▶ **PROBLEM REQUIREMENTS**:
In the data below, find every line with the word "Bartley" and copy it.

MATERIAL SUPPLIED: Begin

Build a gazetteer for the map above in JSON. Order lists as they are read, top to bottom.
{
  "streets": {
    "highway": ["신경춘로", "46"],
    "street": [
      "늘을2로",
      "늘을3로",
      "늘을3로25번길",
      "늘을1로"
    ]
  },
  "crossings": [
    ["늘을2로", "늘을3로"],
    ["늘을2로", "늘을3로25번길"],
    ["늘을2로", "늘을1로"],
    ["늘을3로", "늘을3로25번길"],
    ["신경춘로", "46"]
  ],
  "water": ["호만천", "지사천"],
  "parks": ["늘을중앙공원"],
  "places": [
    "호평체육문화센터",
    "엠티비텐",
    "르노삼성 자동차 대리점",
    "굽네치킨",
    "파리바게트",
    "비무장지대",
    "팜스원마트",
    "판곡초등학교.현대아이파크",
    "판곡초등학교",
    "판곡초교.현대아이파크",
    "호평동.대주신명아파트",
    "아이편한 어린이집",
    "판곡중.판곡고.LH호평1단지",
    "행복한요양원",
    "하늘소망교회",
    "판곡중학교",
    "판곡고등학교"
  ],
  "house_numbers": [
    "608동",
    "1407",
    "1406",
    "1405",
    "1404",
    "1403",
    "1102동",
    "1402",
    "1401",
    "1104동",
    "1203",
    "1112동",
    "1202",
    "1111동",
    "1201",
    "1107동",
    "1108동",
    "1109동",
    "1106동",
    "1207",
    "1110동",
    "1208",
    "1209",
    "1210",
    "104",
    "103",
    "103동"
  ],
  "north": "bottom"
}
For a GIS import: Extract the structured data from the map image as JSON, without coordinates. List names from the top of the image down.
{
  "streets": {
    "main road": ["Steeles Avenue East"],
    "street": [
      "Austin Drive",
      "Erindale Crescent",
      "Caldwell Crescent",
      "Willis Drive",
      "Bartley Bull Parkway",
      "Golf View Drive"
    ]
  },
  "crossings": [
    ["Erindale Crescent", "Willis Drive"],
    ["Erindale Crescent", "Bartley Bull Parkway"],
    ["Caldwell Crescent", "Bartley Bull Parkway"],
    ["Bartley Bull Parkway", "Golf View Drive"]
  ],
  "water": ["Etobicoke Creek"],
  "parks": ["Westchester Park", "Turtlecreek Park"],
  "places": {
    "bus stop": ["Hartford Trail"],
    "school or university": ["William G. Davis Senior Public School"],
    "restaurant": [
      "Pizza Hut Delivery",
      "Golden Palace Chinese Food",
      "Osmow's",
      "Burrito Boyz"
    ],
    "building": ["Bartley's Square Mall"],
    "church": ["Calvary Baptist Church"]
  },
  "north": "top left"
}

MATERIAL SUPPLIED: End

▶ **TASK RESPONSE**:
      "Bartley Bull Parkway",
    ["Erindale Crescent", "Bartley Bull Parkway"],
    ["Caldwell Crescent", "Bartley Bull Parkway"],
    ["Bartley Bull Parkway", "Golf View Drive"]
    "building": ["Bartley's Square Mall"],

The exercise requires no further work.